- _Task_:
Tally the lines of the material that carry the word "symbols". Give no more than the number.

- _Records to process_:
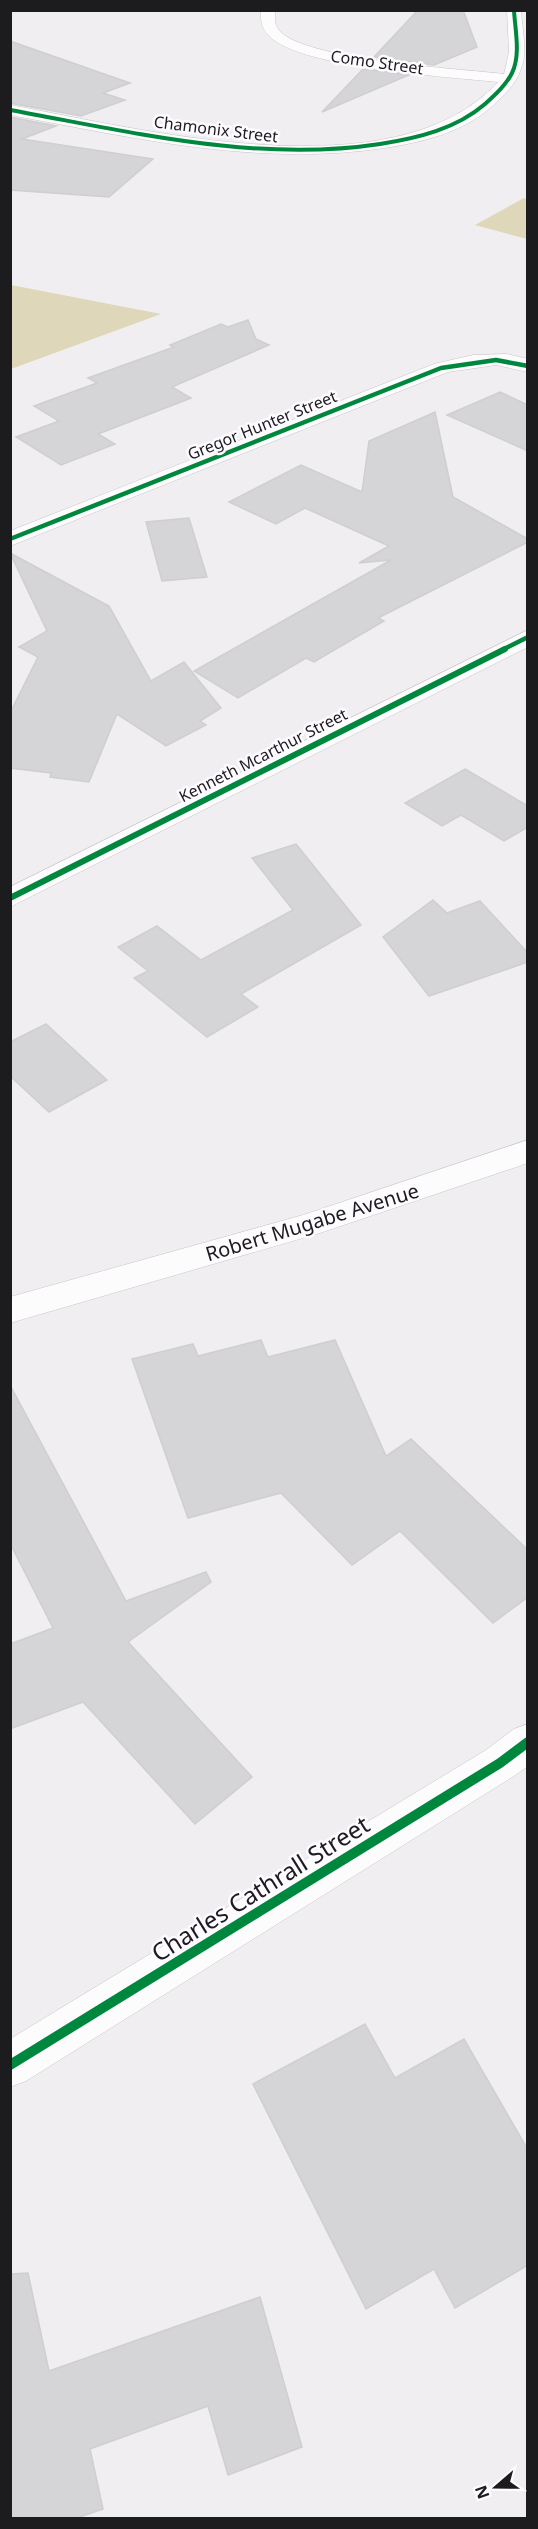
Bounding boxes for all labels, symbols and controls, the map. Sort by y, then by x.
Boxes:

...

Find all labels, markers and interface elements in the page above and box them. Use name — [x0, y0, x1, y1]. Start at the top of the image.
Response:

* * *

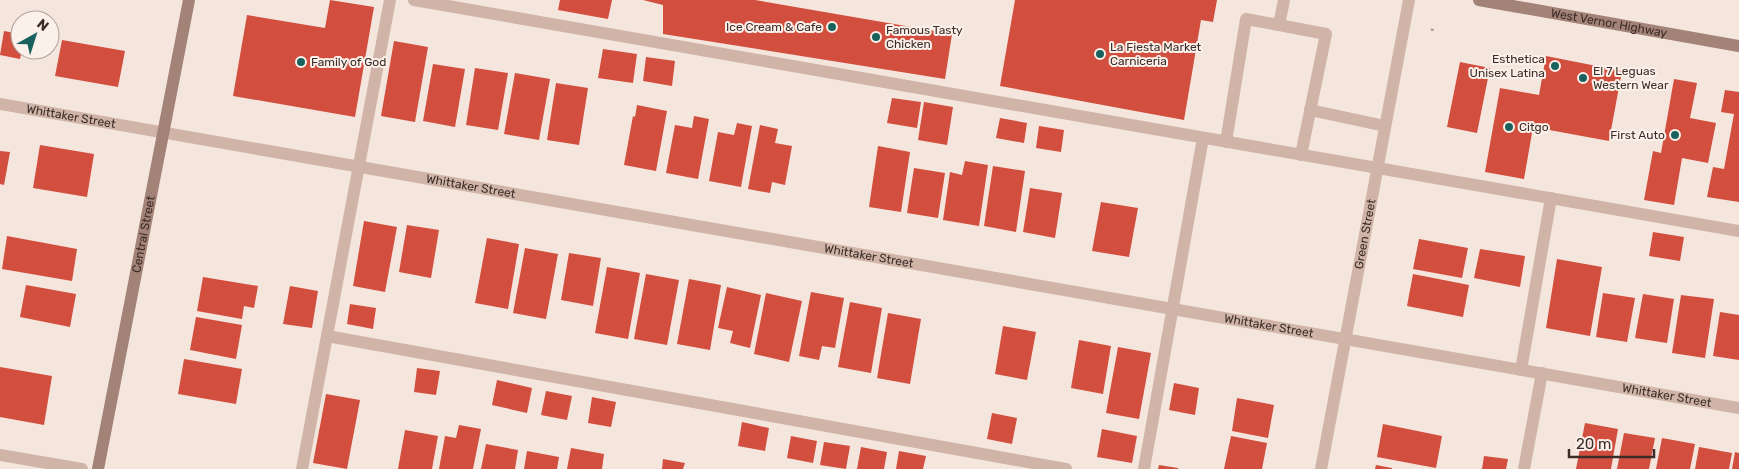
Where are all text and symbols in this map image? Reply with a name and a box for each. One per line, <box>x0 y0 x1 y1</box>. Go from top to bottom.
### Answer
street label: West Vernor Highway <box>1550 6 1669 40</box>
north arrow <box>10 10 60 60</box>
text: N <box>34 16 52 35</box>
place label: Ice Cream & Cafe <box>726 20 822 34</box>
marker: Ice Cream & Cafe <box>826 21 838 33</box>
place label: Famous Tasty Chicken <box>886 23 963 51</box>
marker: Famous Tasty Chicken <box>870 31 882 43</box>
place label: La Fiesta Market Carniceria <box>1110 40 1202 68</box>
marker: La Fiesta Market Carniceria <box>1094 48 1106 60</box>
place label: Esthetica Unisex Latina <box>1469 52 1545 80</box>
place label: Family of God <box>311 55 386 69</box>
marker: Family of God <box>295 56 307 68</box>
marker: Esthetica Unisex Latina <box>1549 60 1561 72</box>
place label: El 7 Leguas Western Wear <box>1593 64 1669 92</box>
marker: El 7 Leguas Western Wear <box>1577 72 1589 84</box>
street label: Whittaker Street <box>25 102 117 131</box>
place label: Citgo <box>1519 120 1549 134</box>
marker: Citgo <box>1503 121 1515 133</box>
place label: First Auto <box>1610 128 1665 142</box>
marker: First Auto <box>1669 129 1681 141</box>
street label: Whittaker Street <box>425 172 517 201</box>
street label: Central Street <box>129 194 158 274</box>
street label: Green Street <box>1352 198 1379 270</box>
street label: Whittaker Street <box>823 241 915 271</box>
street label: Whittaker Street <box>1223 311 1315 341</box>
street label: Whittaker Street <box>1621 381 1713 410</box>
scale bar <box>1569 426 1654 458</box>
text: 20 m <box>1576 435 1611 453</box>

- _Written solution_:
2